At
present, these guarantees are not so. They have concentrated at the
capital all who subsist upon them, and surrounded the Sovereign and
his Court with an overgrown aristocracy, which tends to alienate him
more and more from his people. The people derive no benefit from, and
have no feeling or interest in common with, this city aristocracy,
which tends more and more to hide their Sovereign from their view,
and to render him less and less sensible of his duties and high
responsibilities; and what would be a blessing under a good, becomes
an evil under a bad system, such as that which has prevailed since
those guarantees began.
In this overgrown city there is a perpetual turmoil of processions,
illuminations, and festivities.

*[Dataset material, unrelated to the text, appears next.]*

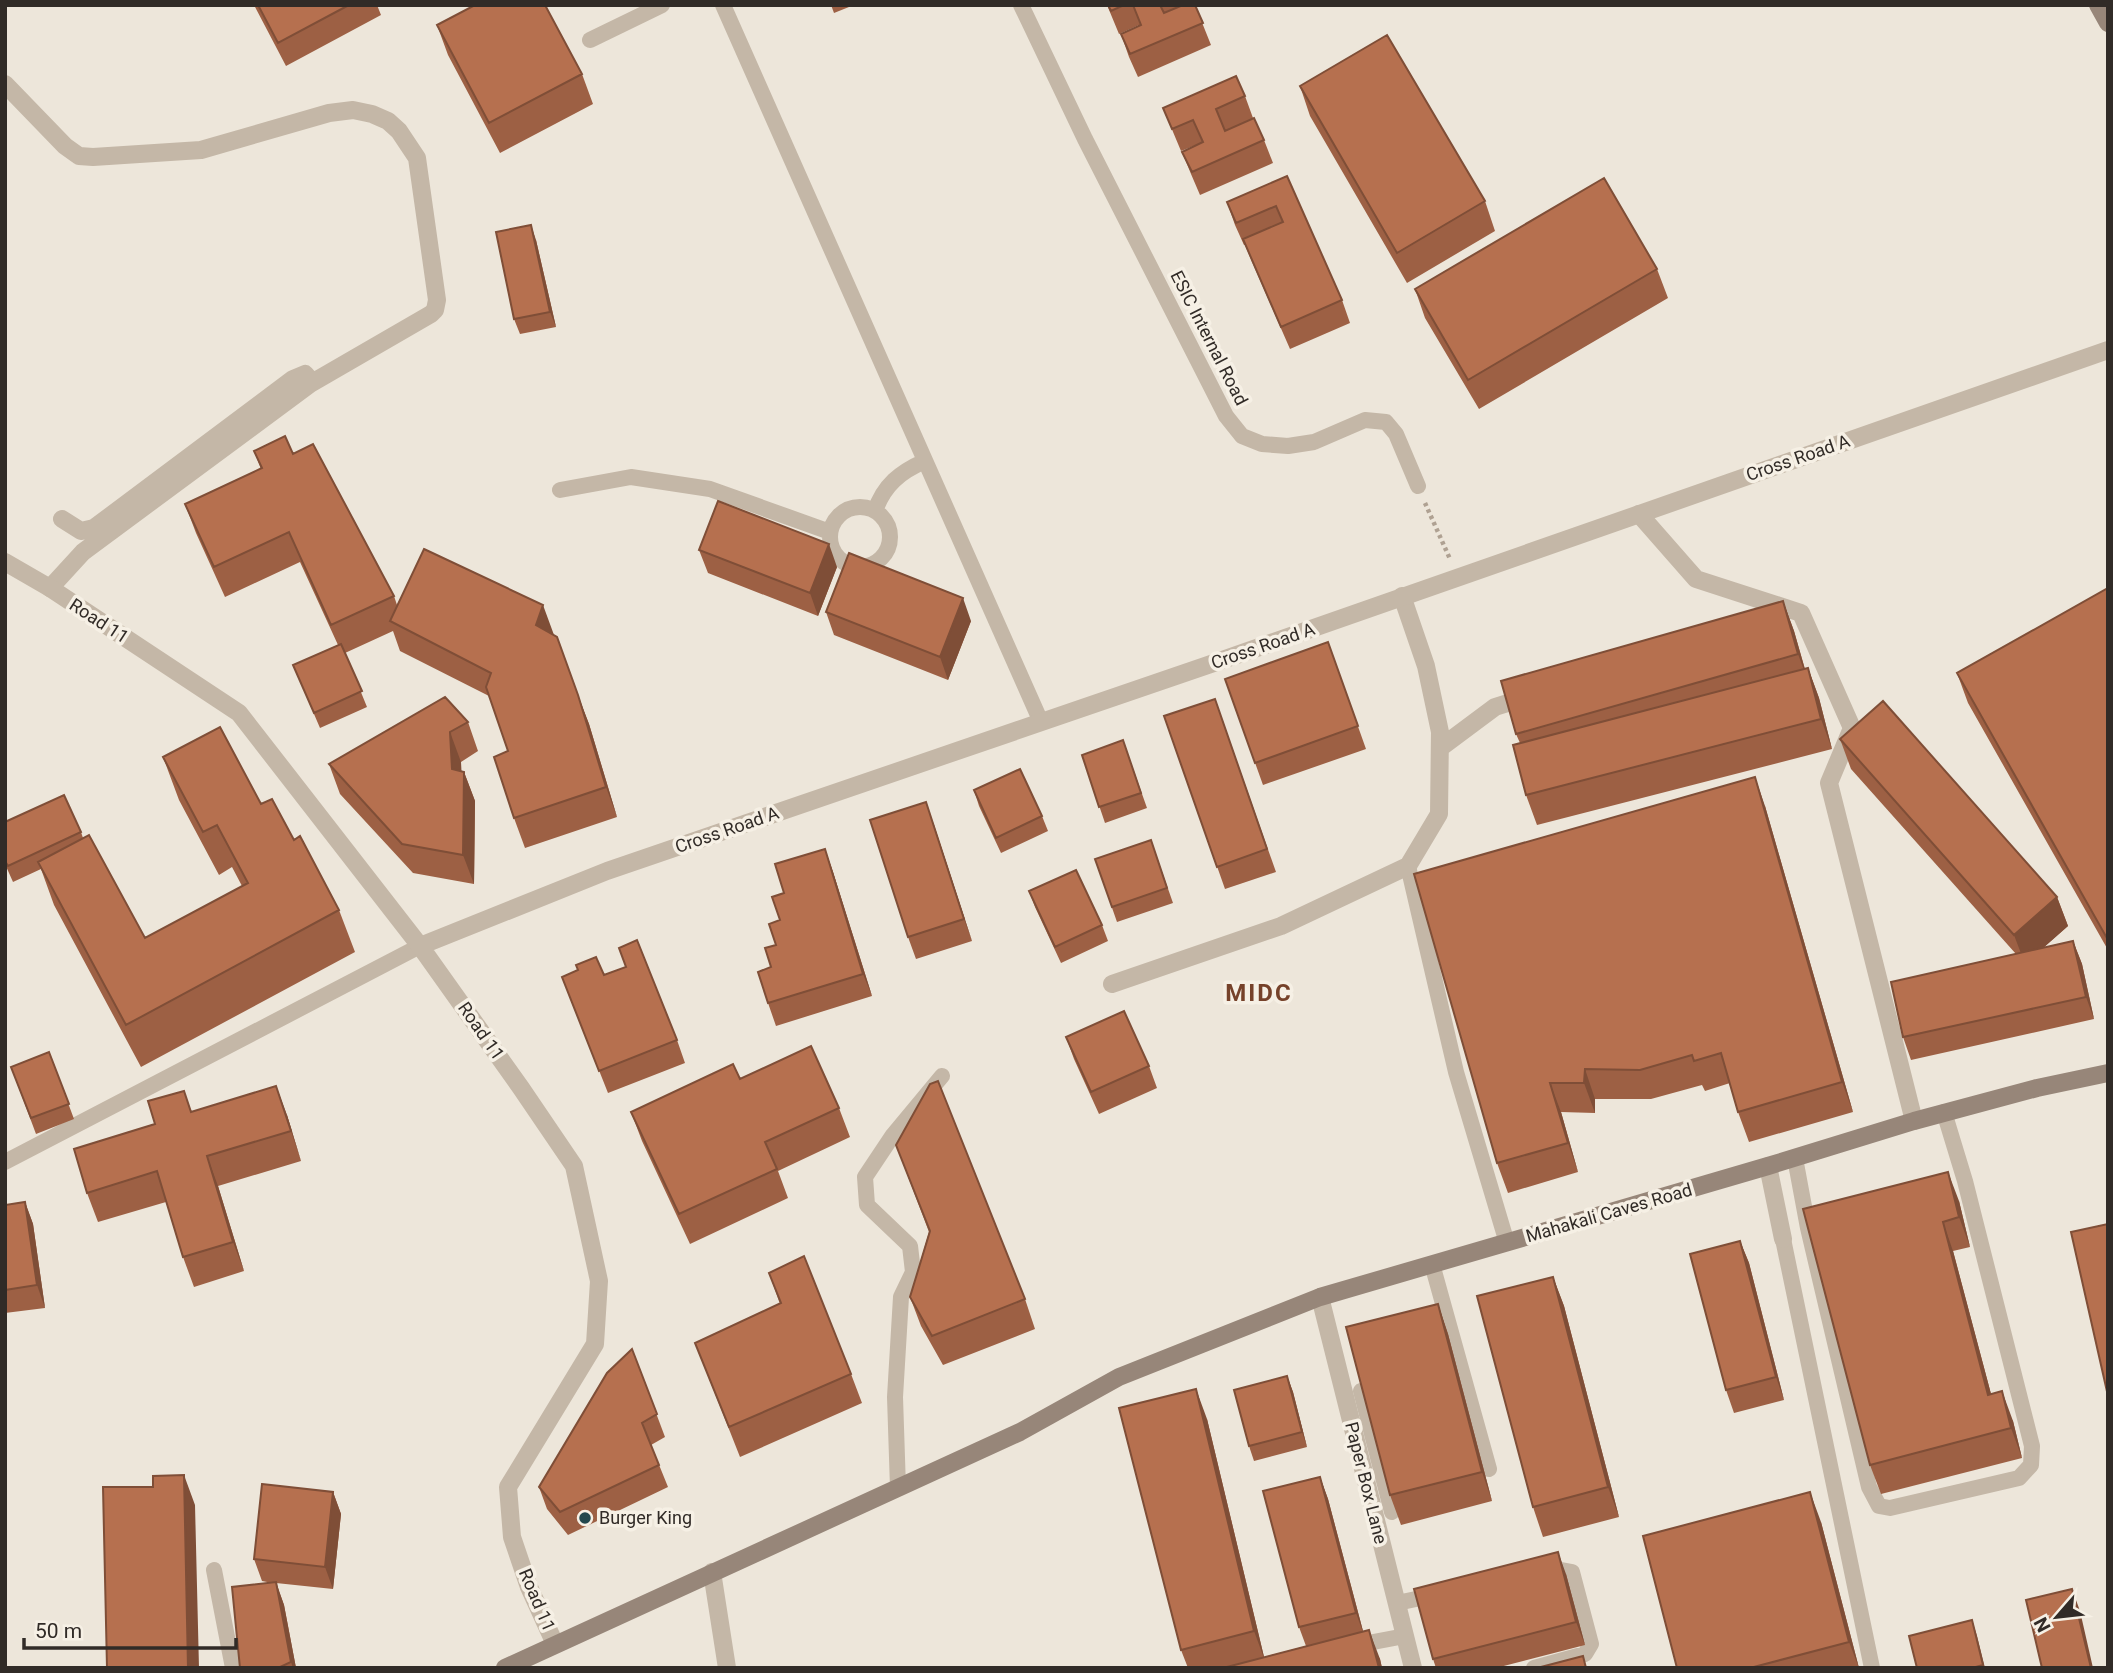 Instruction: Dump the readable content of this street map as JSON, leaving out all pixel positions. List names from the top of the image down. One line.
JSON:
{"streets":{"main road":["Mahakali Caves Road"],"street":["Cross Road A","Road 11","Paper Box Lane"],"lane":["ESIC Internal Road"]},"crossings":[["Cross Road A","Road 11"],["Road 11","Mahakali Caves Road"],["Mahakali Caves Road","Paper Box Lane"]],"districts":["MIDC"],"places":["Burger King"],"scale_bar":"50 m","north":"bottom left"}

The Sovereign spends all that he can
get in them, and has not the slightest wish to perpetuate his name by
the construction of any useful or ornamental work beyond its suburbs.
All the members of his family and of the city aristocracy follow his
example, and spend their means in the same way. Indifferent to the
feelings and opinions of the landed aristocracy and people of the
country, with whom they have no sympathy, they spend all that they
can spare for the public in gratifying the vitiated tastes of the
overgrown metropolis. Hardly any work calculated to benefit or
gratify the people of the country is formed or thought of by the
members of the royal family or aristocracy of Lucknow; and the only
one formed by the Sovereign for many years is, I believe, the
metalled road leading from Lucknow to Cawnpoor, on the Ganges.